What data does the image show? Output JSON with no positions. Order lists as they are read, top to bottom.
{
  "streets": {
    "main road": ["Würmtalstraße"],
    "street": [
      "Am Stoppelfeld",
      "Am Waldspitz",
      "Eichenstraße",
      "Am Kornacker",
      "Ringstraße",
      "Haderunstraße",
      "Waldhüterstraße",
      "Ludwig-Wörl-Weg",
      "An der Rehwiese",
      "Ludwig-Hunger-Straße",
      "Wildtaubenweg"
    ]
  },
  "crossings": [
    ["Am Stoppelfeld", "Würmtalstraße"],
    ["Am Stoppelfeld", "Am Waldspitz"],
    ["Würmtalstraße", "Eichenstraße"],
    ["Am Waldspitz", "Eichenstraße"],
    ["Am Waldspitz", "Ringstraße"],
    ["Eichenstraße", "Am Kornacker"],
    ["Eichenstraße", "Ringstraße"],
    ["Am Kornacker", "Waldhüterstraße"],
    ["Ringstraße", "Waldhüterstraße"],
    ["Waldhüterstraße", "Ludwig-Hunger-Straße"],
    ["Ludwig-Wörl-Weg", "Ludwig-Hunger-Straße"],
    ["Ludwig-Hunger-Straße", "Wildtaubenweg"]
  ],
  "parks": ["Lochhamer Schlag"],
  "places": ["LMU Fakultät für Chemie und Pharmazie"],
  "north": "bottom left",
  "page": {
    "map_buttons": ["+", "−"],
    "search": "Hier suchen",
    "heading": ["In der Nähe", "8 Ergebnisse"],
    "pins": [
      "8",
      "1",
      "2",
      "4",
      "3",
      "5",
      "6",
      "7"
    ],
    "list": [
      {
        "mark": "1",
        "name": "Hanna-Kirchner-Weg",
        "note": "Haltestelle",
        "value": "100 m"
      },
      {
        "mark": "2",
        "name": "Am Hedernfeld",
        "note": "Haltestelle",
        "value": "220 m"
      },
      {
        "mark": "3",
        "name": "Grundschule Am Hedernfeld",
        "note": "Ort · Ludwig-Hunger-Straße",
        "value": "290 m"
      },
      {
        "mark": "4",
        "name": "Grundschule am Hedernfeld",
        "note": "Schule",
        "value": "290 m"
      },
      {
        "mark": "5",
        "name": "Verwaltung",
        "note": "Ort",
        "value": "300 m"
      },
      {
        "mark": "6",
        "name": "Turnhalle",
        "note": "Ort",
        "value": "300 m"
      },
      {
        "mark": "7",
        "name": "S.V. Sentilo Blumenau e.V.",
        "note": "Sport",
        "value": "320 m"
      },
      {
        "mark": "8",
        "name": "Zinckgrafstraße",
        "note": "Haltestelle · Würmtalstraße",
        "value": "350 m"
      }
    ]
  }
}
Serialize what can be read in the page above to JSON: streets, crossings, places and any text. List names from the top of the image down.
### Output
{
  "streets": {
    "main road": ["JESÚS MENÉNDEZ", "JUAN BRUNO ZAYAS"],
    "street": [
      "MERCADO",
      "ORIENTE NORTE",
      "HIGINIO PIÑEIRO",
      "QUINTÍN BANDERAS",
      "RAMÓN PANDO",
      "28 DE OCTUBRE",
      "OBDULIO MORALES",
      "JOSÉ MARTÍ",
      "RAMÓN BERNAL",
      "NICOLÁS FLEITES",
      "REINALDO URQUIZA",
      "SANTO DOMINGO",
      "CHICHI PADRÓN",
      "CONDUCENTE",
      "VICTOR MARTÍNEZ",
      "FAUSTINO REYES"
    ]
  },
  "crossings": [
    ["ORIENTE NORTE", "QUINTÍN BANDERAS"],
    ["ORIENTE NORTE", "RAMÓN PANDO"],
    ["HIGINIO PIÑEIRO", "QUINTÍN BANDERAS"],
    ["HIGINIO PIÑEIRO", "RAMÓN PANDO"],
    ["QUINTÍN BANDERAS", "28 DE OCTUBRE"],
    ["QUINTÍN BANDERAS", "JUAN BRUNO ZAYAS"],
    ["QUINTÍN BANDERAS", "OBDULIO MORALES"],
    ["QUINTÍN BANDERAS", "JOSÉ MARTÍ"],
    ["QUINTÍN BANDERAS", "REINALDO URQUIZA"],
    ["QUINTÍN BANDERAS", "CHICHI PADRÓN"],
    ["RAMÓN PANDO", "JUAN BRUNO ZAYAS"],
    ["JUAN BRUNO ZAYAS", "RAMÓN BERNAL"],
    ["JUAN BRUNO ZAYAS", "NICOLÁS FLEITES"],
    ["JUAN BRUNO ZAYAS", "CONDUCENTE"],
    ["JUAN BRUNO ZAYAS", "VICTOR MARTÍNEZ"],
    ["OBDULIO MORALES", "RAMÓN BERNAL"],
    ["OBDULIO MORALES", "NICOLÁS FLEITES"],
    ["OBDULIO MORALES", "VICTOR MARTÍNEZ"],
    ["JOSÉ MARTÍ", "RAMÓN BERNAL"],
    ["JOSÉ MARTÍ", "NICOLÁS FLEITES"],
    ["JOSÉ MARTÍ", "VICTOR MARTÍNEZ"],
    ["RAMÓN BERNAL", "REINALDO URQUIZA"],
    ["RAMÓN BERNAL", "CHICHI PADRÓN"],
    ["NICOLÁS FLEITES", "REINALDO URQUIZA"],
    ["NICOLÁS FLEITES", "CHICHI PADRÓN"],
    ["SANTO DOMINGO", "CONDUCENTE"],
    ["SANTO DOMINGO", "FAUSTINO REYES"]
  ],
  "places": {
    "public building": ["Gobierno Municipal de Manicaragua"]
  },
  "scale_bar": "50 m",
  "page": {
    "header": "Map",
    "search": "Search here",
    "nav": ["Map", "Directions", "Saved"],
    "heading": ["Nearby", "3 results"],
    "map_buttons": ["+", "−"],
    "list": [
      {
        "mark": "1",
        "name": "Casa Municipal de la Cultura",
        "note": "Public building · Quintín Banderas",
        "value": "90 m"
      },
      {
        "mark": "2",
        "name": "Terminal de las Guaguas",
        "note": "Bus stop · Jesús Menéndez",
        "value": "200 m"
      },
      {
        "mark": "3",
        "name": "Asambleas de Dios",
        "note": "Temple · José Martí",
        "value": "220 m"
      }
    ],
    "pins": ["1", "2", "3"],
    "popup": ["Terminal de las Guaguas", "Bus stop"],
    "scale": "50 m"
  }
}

------

Task statement:
Make an exact copy of every entry.

Answer space:
What data does the image show? Output JSON with no positions. Order lists as they are read, top to bottom.
{
  "streets": {
    "main road": ["Würmtalstraße"],
    "street": [
      "Am Stoppelfeld",
      "Am Waldspitz",
      "Eichenstraße",
      "Am Kornacker",
      "Ringstraße",
      "Haderunstraße",
      "Waldhüterstraße",
      "Ludwig-Wörl-Weg",
      "An der Rehwiese",
      "Ludwig-Hunger-Straße",
      "Wildtaubenweg"
    ]
  },
  "crossings": [
    ["Am Stoppelfeld", "Würmtalstraße"],
    ["Am Stoppelfeld", "Am Waldspitz"],
    ["Würmtalstraße", "Eichenstraße"],
    ["Am Waldspitz", "Eichenstraße"],
    ["Am Waldspitz", "Ringstraße"],
    ["Eichenstraße", "Am Kornacker"],
    ["Eichenstraße", "Ringstraße"],
    ["Am Kornacker", "Waldhüterstraße"],
    ["Ringstraße", "Waldhüterstraße"],
    ["Waldhüterstraße", "Ludwig-Hunger-Straße"],
    ["Ludwig-Wörl-Weg", "Ludwig-Hunger-Straße"],
    ["Ludwig-Hunger-Straße", "Wildtaubenweg"]
  ],
  "parks": ["Lochhamer Schlag"],
  "places": ["LMU Fakultät für Chemie und Pharmazie"],
  "north": "bottom left",
  "page": {
    "map_buttons": ["+", "−"],
    "search": "Hier suchen",
    "heading": ["In der Nähe", "8 Ergebnisse"],
    "pins": [
      "8",
      "1",
      "2",
      "4",
      "3",
      "5",
      "6",
      "7"
    ],
    "list": [
      {
        "mark": "1",
        "name": "Hanna-Kirchner-Weg",
        "note": "Haltestelle",
        "value": "100 m"
      },
      {
        "mark": "2",
        "name": "Am Hedernfeld",
        "note": "Haltestelle",
        "value": "220 m"
      },
      {
        "mark": "3",
        "name": "Grundschule Am Hedernfeld",
        "note": "Ort · Ludwig-Hunger-Straße",
        "value": "290 m"
      },
      {
        "mark": "4",
        "name": "Grundschule am Hedernfeld",
        "note": "Schule",
        "value": "290 m"
      },
      {
        "mark": "5",
        "name": "Verwaltung",
        "note": "Ort",
        "value": "300 m"
      },
      {
        "mark": "6",
        "name": "Turnhalle",
        "note": "Ort",
        "value": "300 m"
      },
      {
        "mark": "7",
        "name": "S.V. Sentilo Blumenau e.V.",
        "note": "Sport",
        "value": "320 m"
      },
      {
        "mark": "8",
        "name": "Zinckgrafstraße",
        "note": "Haltestelle · Würmtalstraße",
        "value": "350 m"
      }
    ]
  }
}
Serialize what can be read in the page above to JSON: streets, crossings, places and any text. List names from the top of the image down.
### Output
{
  "streets": {
    "main road": ["JESÚS MENÉNDEZ", "JUAN BRUNO ZAYAS"],
    "street": [
      "MERCADO",
      "ORIENTE NORTE",
      "HIGINIO PIÑEIRO",
      "QUINTÍN BANDERAS",
      "RAMÓN PANDO",
      "28 DE OCTUBRE",
      "OBDULIO MORALES",
      "JOSÉ MARTÍ",
      "RAMÓN BERNAL",
      "NICOLÁS FLEITES",
      "REINALDO URQUIZA",
      "SANTO DOMINGO",
      "CHICHI PADRÓN",
      "CONDUCENTE",
      "VICTOR MARTÍNEZ",
      "FAUSTINO REYES"
    ]
  },
  "crossings": [
    ["ORIENTE NORTE", "QUINTÍN BANDERAS"],
    ["ORIENTE NORTE", "RAMÓN PANDO"],
    ["HIGINIO PIÑEIRO", "QUINTÍN BANDERAS"],
    ["HIGINIO PIÑEIRO", "RAMÓN PANDO"],
    ["QUINTÍN BANDERAS", "28 DE OCTUBRE"],
    ["QUINTÍN BANDERAS", "JUAN BRUNO ZAYAS"],
    ["QUINTÍN BANDERAS", "OBDULIO MORALES"],
    ["QUINTÍN BANDERAS", "JOSÉ MARTÍ"],
    ["QUINTÍN BANDERAS", "REINALDO URQUIZA"],
    ["QUINTÍN BANDERAS", "CHICHI PADRÓN"],
    ["RAMÓN PANDO", "JUAN BRUNO ZAYAS"],
    ["JUAN BRUNO ZAYAS", "RAMÓN BERNAL"],
    ["JUAN BRUNO ZAYAS", "NICOLÁS FLEITES"],
    ["JUAN BRUNO ZAYAS", "CONDUCENTE"],
    ["JUAN BRUNO ZAYAS", "VICTOR MARTÍNEZ"],
    ["OBDULIO MORALES", "RAMÓN BERNAL"],
    ["OBDULIO MORALES", "NICOLÁS FLEITES"],
    ["OBDULIO MORALES", "VICTOR MARTÍNEZ"],
    ["JOSÉ MARTÍ", "RAMÓN BERNAL"],
    ["JOSÉ MARTÍ", "NICOLÁS FLEITES"],
    ["JOSÉ MARTÍ", "VICTOR MARTÍNEZ"],
    ["RAMÓN BERNAL", "REINALDO URQUIZA"],
    ["RAMÓN BERNAL", "CHICHI PADRÓN"],
    ["NICOLÁS FLEITES", "REINALDO URQUIZA"],
    ["NICOLÁS FLEITES", "CHICHI PADRÓN"],
    ["SANTO DOMINGO", "CONDUCENTE"],
    ["SANTO DOMINGO", "FAUSTINO REYES"]
  ],
  "places": {
    "public building": ["Gobierno Municipal de Manicaragua"]
  },
  "scale_bar": "50 m",
  "page": {
    "header": "Map",
    "search": "Search here",
    "nav": ["Map", "Directions", "Saved"],
    "heading": ["Nearby", "3 results"],
    "map_buttons": ["+", "−"],
    "list": [
      {
        "mark": "1",
        "name": "Casa Municipal de la Cultura",
        "note": "Public building · Quintín Banderas",
        "value": "90 m"
      },
      {
        "mark": "2",
        "name": "Terminal de las Guaguas",
        "note": "Bus stop · Jesús Menéndez",
        "value": "200 m"
      },
      {
        "mark": "3",
        "name": "Asambleas de Dios",
        "note": "Temple · José Martí",
        "value": "220 m"
      }
    ],
    "pins": ["1", "2", "3"],
    "popup": ["Terminal de las Guaguas", "Bus stop"],
    "scale": "50 m"
  }
}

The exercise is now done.